## PROBLEM STATEMENT
Please output the records below in full, exactly as given, but without the images.

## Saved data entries
────────────────────────────────────────
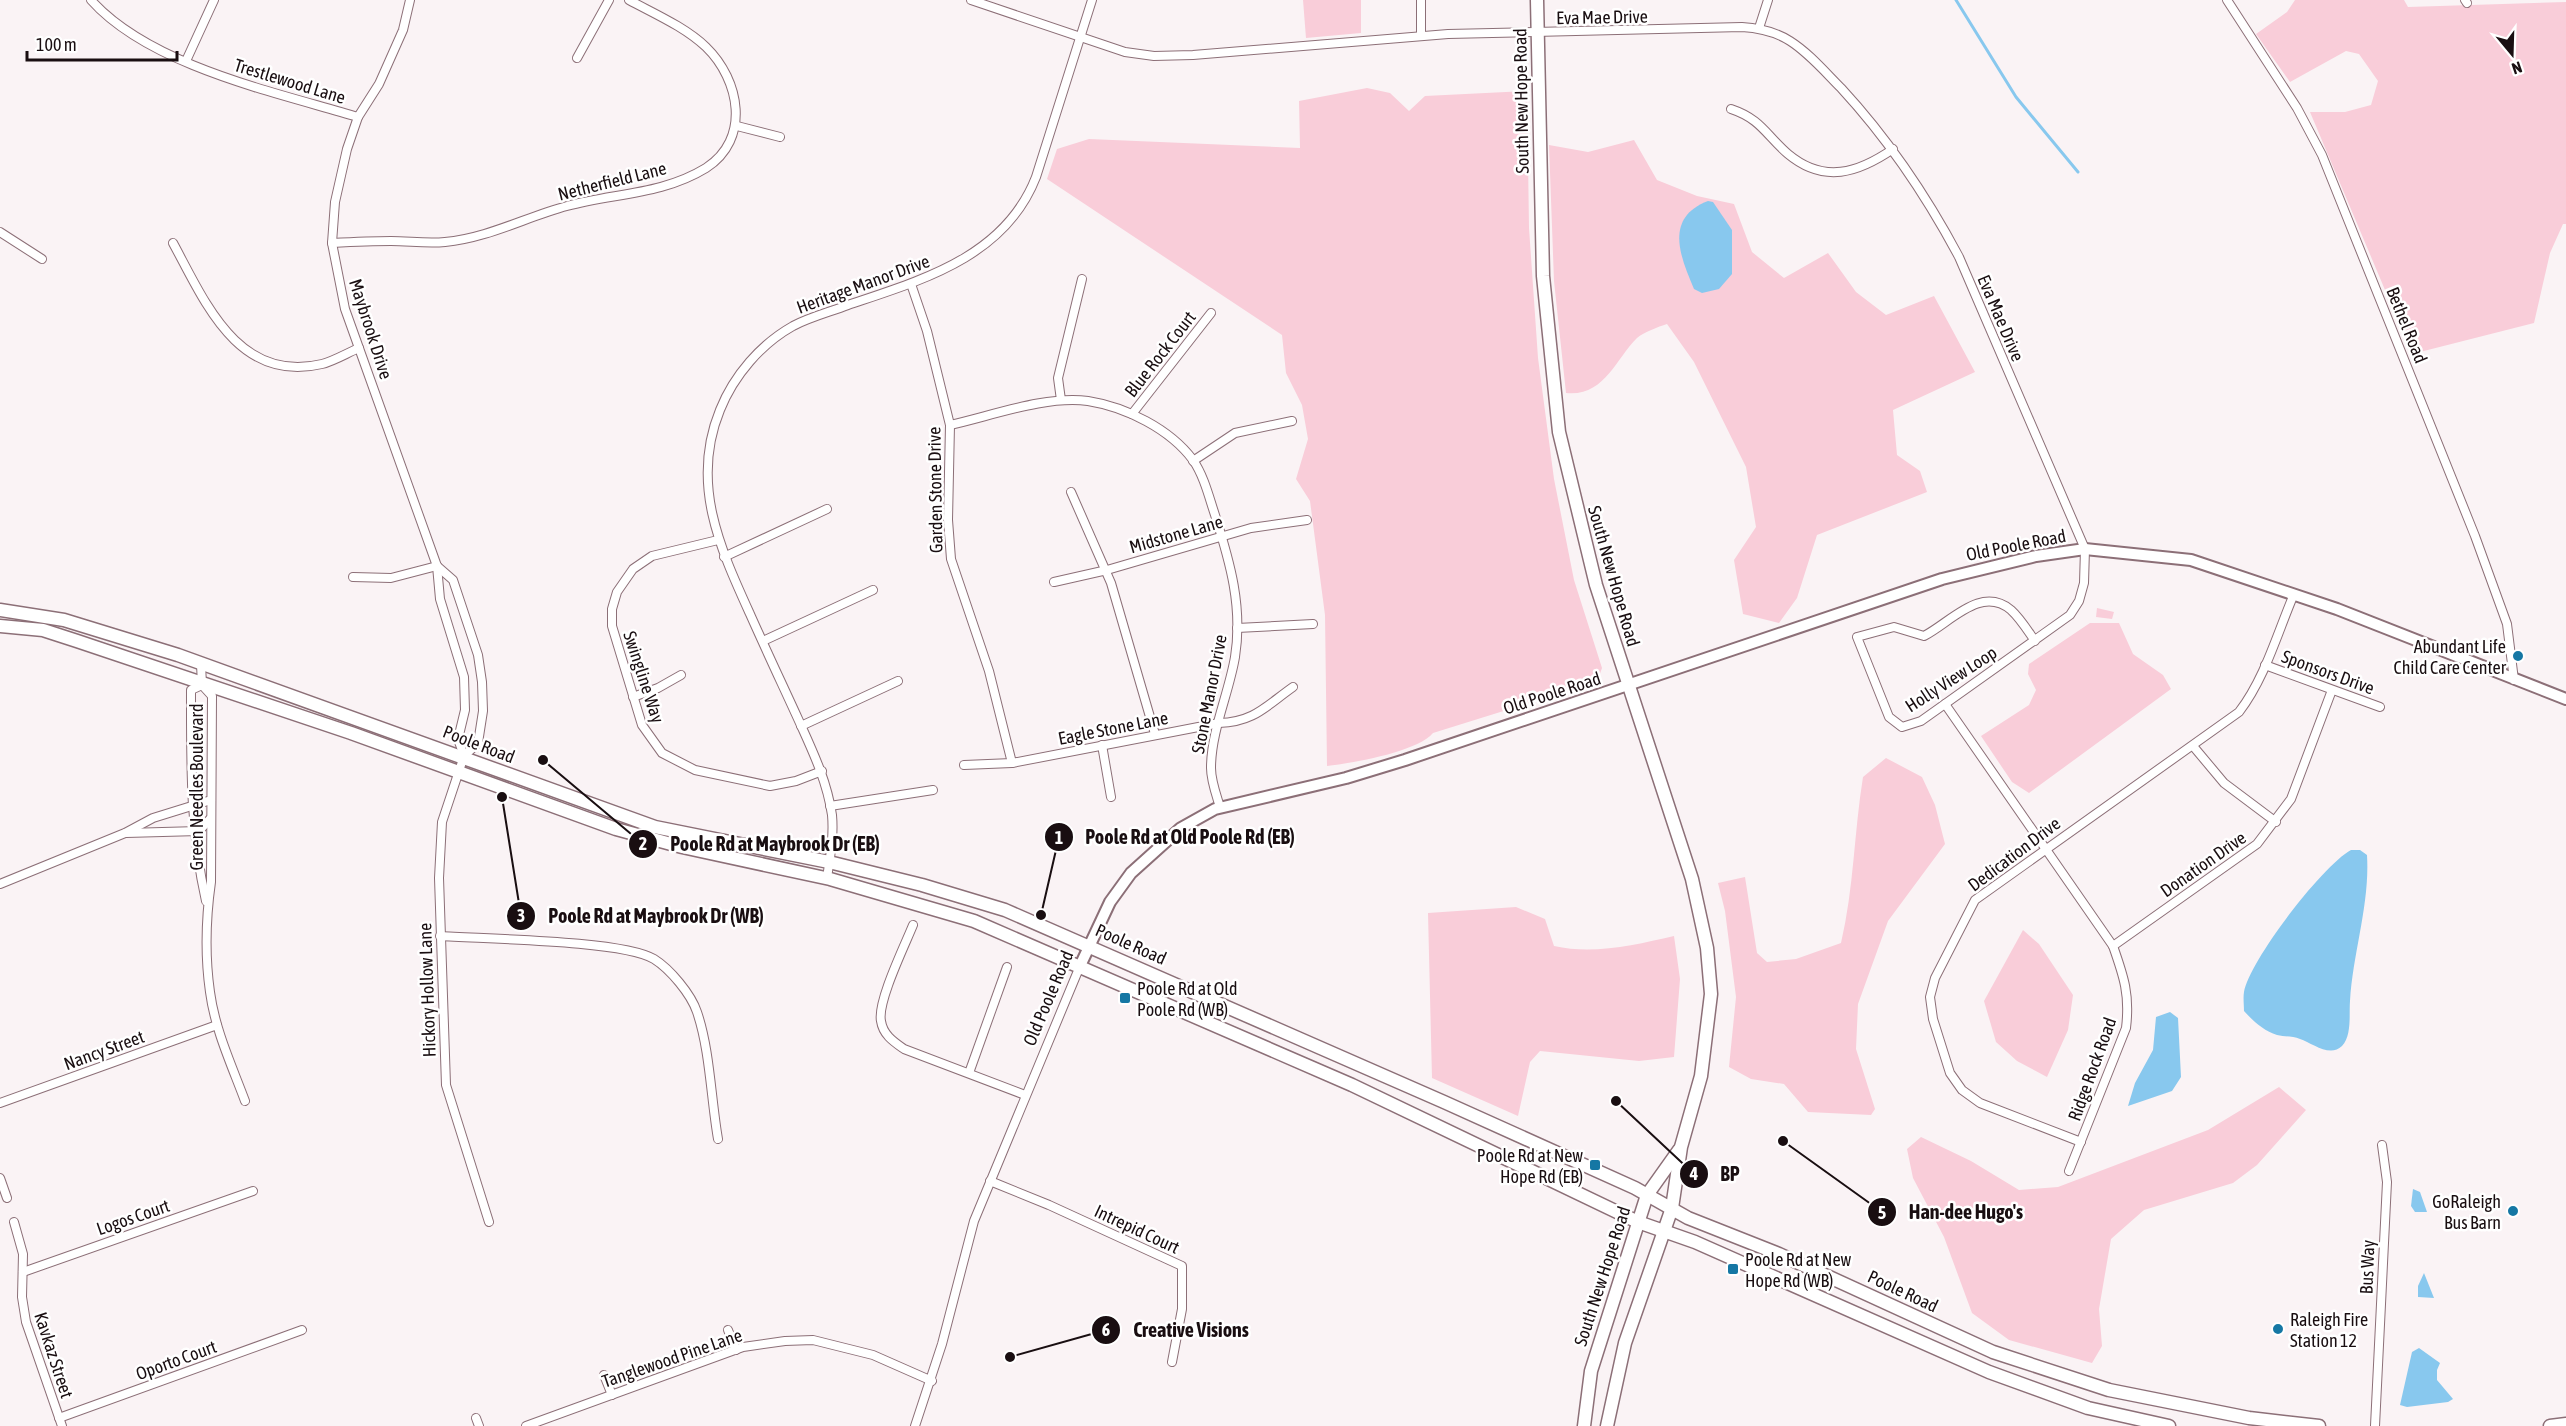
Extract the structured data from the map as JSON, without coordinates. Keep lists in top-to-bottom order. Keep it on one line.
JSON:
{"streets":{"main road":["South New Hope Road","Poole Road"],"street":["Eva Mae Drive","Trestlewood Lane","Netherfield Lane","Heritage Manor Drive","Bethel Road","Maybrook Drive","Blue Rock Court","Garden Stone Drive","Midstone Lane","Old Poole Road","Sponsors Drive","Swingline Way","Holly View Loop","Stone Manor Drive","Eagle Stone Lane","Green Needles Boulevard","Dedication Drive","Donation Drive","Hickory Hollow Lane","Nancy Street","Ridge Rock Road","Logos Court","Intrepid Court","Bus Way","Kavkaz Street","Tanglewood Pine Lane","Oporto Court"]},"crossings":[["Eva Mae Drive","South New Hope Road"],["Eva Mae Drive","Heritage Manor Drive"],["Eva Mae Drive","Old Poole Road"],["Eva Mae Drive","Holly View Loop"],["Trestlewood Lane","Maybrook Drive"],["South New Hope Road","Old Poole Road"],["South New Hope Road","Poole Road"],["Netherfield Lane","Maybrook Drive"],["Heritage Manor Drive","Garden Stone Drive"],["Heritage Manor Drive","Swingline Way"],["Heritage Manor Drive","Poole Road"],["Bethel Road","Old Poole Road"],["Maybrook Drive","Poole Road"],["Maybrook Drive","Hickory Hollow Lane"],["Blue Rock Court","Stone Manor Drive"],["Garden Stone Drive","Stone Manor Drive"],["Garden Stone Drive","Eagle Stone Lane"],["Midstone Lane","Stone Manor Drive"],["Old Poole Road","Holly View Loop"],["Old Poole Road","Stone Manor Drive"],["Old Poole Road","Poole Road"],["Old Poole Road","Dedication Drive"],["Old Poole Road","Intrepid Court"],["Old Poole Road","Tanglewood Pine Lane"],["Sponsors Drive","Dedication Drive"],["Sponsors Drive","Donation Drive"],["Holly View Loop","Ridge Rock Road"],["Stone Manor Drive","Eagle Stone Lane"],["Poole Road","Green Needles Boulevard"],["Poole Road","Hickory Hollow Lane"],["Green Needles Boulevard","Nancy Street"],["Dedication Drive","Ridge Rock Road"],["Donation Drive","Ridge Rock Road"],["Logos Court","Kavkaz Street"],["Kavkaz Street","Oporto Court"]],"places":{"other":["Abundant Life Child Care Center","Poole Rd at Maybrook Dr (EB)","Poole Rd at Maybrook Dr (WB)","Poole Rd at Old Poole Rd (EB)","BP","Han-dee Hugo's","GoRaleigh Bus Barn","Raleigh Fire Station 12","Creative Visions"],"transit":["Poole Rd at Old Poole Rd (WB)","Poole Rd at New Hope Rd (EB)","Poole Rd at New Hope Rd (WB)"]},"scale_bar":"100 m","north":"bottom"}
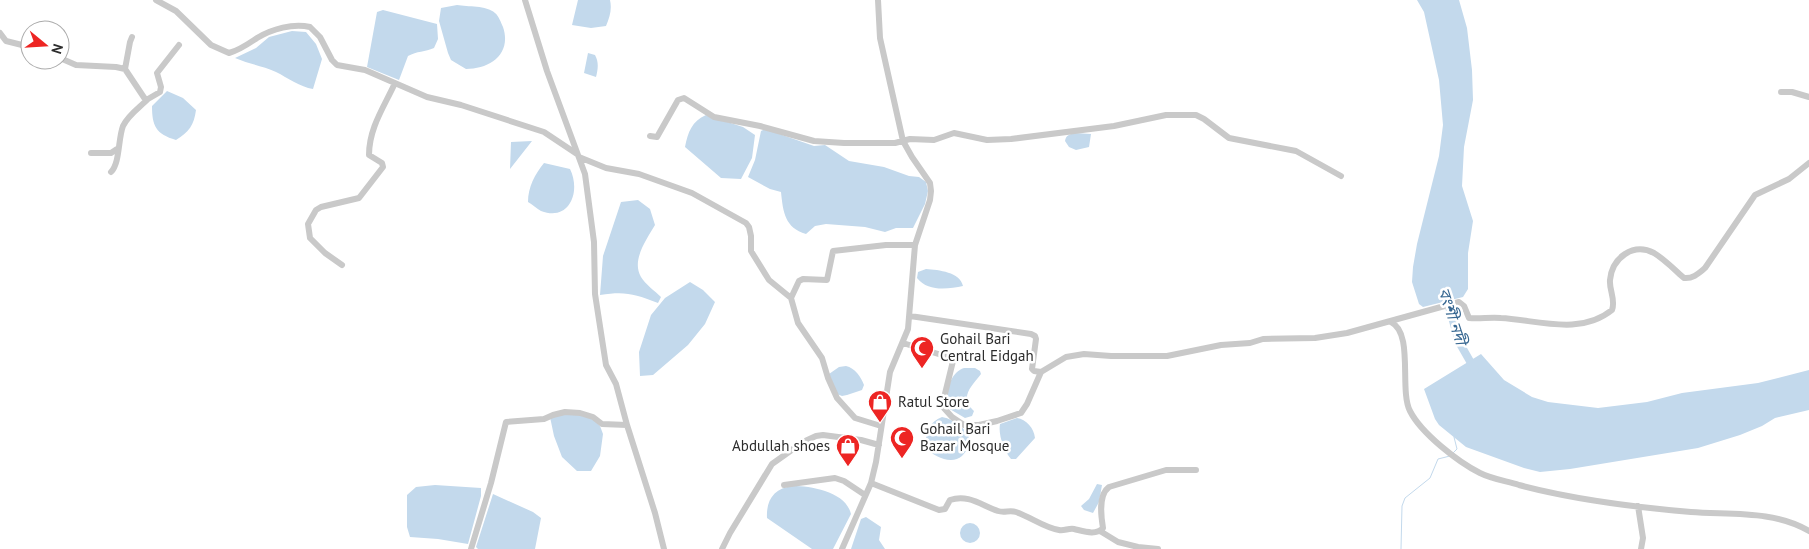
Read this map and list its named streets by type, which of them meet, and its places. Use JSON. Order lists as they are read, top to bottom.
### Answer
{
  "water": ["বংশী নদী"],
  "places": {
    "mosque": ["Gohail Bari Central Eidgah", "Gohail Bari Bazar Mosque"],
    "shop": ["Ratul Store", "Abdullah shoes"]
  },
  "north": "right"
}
────────────────────────────────────────
## SOLUTION TO THIS TASK
Extract the structured data from the map as JSON, without coordinates. Keep lists in top-to-bottom order. Keep it on one line.
JSON:
{"streets":{"main road":["South New Hope Road","Poole Road"],"street":["Eva Mae Drive","Trestlewood Lane","Netherfield Lane","Heritage Manor Drive","Bethel Road","Maybrook Drive","Blue Rock Court","Garden Stone Drive","Midstone Lane","Old Poole Road","Sponsors Drive","Swingline Way","Holly View Loop","Stone Manor Drive","Eagle Stone Lane","Green Needles Boulevard","Dedication Drive","Donation Drive","Hickory Hollow Lane","Nancy Street","Ridge Rock Road","Logos Court","Intrepid Court","Bus Way","Kavkaz Street","Tanglewood Pine Lane","Oporto Court"]},"crossings":[["Eva Mae Drive","South New Hope Road"],["Eva Mae Drive","Heritage Manor Drive"],["Eva Mae Drive","Old Poole Road"],["Eva Mae Drive","Holly View Loop"],["Trestlewood Lane","Maybrook Drive"],["South New Hope Road","Old Poole Road"],["South New Hope Road","Poole Road"],["Netherfield Lane","Maybrook Drive"],["Heritage Manor Drive","Garden Stone Drive"],["Heritage Manor Drive","Swingline Way"],["Heritage Manor Drive","Poole Road"],["Bethel Road","Old Poole Road"],["Maybrook Drive","Poole Road"],["Maybrook Drive","Hickory Hollow Lane"],["Blue Rock Court","Stone Manor Drive"],["Garden Stone Drive","Stone Manor Drive"],["Garden Stone Drive","Eagle Stone Lane"],["Midstone Lane","Stone Manor Drive"],["Old Poole Road","Holly View Loop"],["Old Poole Road","Stone Manor Drive"],["Old Poole Road","Poole Road"],["Old Poole Road","Dedication Drive"],["Old Poole Road","Intrepid Court"],["Old Poole Road","Tanglewood Pine Lane"],["Sponsors Drive","Dedication Drive"],["Sponsors Drive","Donation Drive"],["Holly View Loop","Ridge Rock Road"],["Stone Manor Drive","Eagle Stone Lane"],["Poole Road","Green Needles Boulevard"],["Poole Road","Hickory Hollow Lane"],["Green Needles Boulevard","Nancy Street"],["Dedication Drive","Ridge Rock Road"],["Donation Drive","Ridge Rock Road"],["Logos Court","Kavkaz Street"],["Kavkaz Street","Oporto Court"]],"places":{"other":["Abundant Life Child Care Center","Poole Rd at Maybrook Dr (EB)","Poole Rd at Maybrook Dr (WB)","Poole Rd at Old Poole Rd (EB)","BP","Han-dee Hugo's","GoRaleigh Bus Barn","Raleigh Fire Station 12","Creative Visions"],"transit":["Poole Rd at Old Poole Rd (WB)","Poole Rd at New Hope Rd (EB)","Poole Rd at New Hope Rd (WB)"]},"scale_bar":"100 m","north":"bottom"}
Read this map and list its named streets by type, which of them meet, and its places. Use JSON. Order lists as they are read, top to bottom.
### Answer
{
  "water": ["বংশী নদী"],
  "places": {
    "mosque": ["Gohail Bari Central Eidgah", "Gohail Bari Bazar Mosque"],
    "shop": ["Ratul Store", "Abdullah shoes"]
  },
  "north": "right"
}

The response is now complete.